After spending a weekend upstate, I felt strange driving home to await a storm, a very big storm. Why go back? I had to, I suppose. My cats would need some attention sooner or later. I have a job to go to, if the office were to be open. Still it felt strange to be heading toward the storm.

I am very lucky to have had the worst of it avoid me. My power didn’t go out, and the winds were much worse through the night on the other side of my building. The quiet yesterday was a bit, well, disquieting. Today, however, a few minutes outside in the late afternoon gave me a small reminder of the power of nature. While just yesterday the waters of the Long Island Sound were unusually high, flooding the park in which I spend a great deal of time, today things were calm, the wind only a bit stronger than usual.

If one hasn’t been paying much attention to the issues and science of climate change, one would have to wonder how we have brought about such rapid changes to the environment. Am I just getting older and therefore wrong in thinking that things didn’t happen like this “in the old days”? I don’t think so. When I lived in New York City, from 1987 to 1997, we had a huge snowstorm or two, sure. I remember walking in the street to work from the Far West Village to SoHo, since there was practically no traffic in the foot or more of snow. No one else made it in, and it was so very quiet for a weekday in Manhattan, the emptiness of the office heightened by the unusual lack of traffic. But we didn’t have weather events that one needed to prepare for, to worry about, to fear. (Sure, there might be a major human-caused event such as a blackout every decade or so.)

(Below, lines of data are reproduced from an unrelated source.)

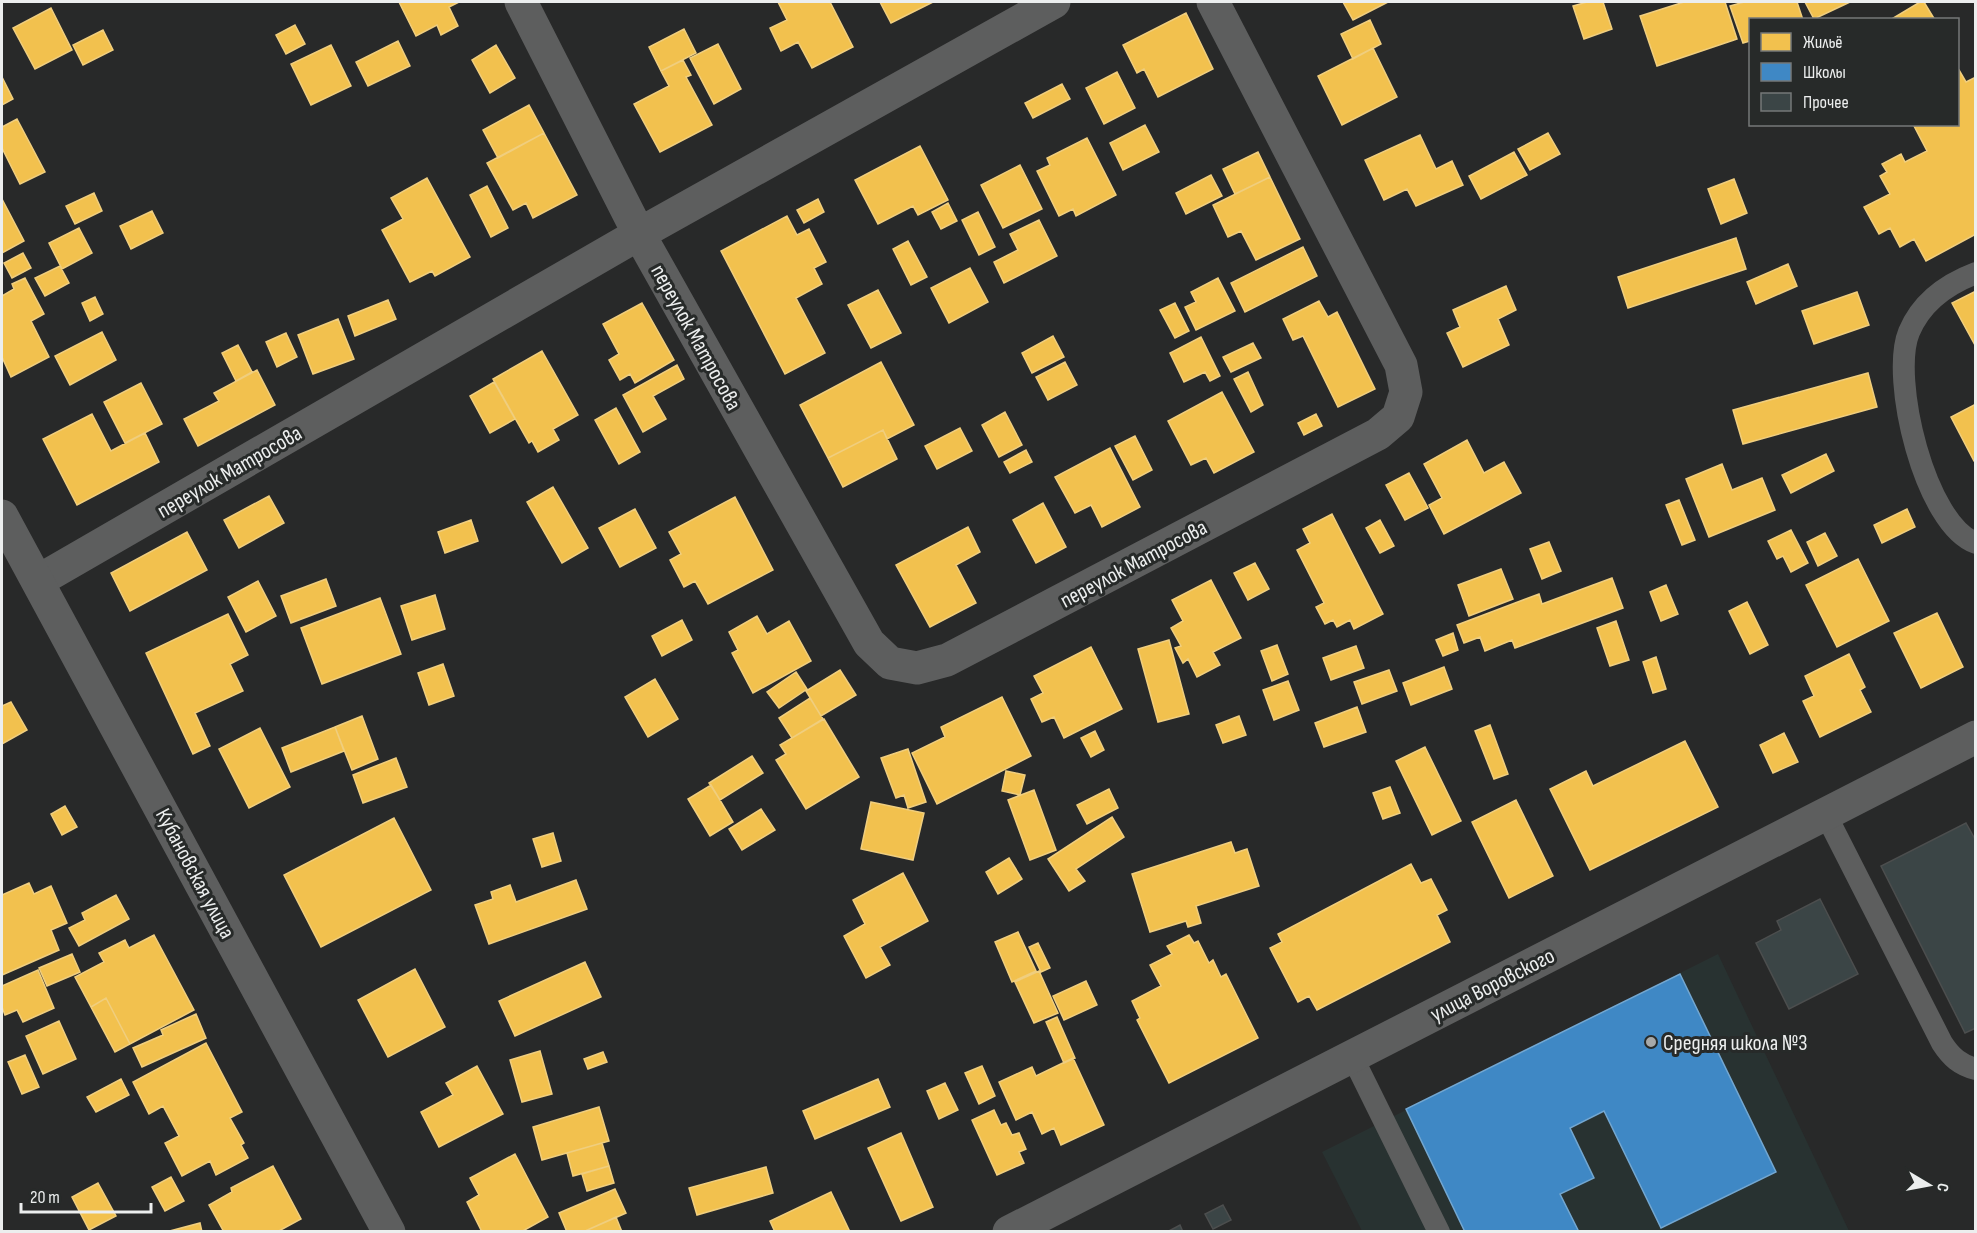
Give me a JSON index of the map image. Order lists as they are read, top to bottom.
{
  "streets": {
    "street": ["переулок Матросова", "Кубановская улица", "улица Воровского"]
  },
  "crossings": [
    ["переулок Матросова", "Кубановская улица"]
  ],
  "places": ["Средняя школа №3"],
  "legend": ["Жильё", "Школы", "Прочее"],
  "scale_bar": "20 m",
  "north": "right"
}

Now these seem to come so often in this part of the country, an area that seemed to be free of natural disasters like earthquakes, tornadoes, hurricanes, and devastating floods. Last year on the same weekend, we had a foot of wet snow that brought down perhaps as many trees, their autumn leaves catching and holding the heavy snow. A couple months earlier, in August, Hurricane/Tropical Storm Irene had made landfall in southern New Jersey at Little Egg Harbor, bringing a huge amount of rain to the New York City metro area.

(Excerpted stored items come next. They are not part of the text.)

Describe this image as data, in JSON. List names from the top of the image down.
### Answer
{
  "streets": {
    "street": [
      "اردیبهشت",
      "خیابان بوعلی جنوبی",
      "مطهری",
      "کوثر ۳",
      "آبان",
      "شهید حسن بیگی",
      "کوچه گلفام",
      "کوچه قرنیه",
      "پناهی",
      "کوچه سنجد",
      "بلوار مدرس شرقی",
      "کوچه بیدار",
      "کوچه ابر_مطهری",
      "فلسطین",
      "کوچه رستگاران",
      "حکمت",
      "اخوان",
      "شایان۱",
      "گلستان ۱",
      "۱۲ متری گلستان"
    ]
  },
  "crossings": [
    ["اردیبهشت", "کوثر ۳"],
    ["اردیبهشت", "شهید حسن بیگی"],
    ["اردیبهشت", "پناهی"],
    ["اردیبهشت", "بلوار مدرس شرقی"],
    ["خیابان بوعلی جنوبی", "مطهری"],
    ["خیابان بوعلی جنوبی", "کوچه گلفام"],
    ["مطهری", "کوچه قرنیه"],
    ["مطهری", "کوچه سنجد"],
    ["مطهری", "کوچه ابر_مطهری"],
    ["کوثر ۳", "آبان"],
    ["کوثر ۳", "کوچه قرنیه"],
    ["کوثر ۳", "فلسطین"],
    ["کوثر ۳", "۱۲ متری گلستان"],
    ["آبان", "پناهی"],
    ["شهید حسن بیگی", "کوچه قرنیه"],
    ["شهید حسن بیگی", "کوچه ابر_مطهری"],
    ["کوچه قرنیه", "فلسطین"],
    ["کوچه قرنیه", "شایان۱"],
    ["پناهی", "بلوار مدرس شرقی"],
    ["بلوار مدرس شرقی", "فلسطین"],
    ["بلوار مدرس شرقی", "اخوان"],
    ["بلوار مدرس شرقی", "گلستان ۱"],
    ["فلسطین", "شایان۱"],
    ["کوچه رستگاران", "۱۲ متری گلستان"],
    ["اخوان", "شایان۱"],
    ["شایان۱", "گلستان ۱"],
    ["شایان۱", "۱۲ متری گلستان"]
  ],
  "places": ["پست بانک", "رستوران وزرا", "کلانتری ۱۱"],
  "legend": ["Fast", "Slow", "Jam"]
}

It is tempting, maybe instinctual, to want to personify nature as a beautiful, yet angry, female force: Nature. Realistically, though, these “extreme weather events” must be inherently tied to human action. Maybe some of them should no longer be considered “natural” disasters. We, and our leaders, must anticipate and plan for future events. More importantly, we need leaders strong enough to build support for taking the action needed to stop heating up our planet.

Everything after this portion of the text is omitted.